Segment Start: EXTRACTED MATERIAL

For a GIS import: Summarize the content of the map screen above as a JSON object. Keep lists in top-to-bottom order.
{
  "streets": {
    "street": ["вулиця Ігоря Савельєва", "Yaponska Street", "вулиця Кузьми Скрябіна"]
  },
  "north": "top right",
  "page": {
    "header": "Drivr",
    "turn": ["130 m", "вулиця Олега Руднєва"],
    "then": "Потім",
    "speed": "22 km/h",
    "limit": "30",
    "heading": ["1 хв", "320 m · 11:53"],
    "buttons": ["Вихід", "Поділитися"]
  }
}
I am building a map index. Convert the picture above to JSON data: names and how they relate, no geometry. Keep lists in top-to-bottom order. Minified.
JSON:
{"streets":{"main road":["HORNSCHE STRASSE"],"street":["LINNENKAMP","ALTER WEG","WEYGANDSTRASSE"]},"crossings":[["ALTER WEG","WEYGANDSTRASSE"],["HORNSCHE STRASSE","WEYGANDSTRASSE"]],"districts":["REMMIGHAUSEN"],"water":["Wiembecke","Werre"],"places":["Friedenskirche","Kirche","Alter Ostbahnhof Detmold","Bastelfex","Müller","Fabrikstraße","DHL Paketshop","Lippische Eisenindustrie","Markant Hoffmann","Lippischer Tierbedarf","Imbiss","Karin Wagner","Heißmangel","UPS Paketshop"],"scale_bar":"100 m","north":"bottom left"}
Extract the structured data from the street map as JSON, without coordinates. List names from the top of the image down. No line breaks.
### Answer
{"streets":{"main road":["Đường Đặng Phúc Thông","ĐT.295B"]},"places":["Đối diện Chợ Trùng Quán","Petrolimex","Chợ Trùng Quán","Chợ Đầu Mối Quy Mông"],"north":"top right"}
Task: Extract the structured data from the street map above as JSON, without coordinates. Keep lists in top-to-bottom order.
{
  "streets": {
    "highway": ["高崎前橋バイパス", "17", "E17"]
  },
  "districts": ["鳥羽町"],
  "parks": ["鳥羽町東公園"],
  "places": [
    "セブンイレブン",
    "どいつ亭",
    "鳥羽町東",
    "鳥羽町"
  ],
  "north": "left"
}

Segment End: EXTRACTED MATERIAL

> _EXERCISE BRIEF_: In restating the data, begin at its first line, reproduce each line word for word, and conclude with the line that contains "I am building".

> _RESULT OF THIS EXERCISE_:
For a GIS import: Summarize the content of the map screen above as a JSON object. Keep lists in top-to-bottom order.
{
  "streets": {
    "street": ["вулиця Ігоря Савельєва", "Yaponska Street", "вулиця Кузьми Скрябіна"]
  },
  "north": "top right",
  "page": {
    "header": "Drivr",
    "turn": ["130 m", "вулиця Олега Руднєва"],
    "then": "Потім",
    "speed": "22 km/h",
    "limit": "30",
    "heading": ["1 хв", "320 m · 11:53"],
    "buttons": ["Вихід", "Поділитися"]
  }
}
I am building a map index. Convert the picture above to JSON data: names and how they relate, no geometry. Keep lists in top-to-bottom order. Minified.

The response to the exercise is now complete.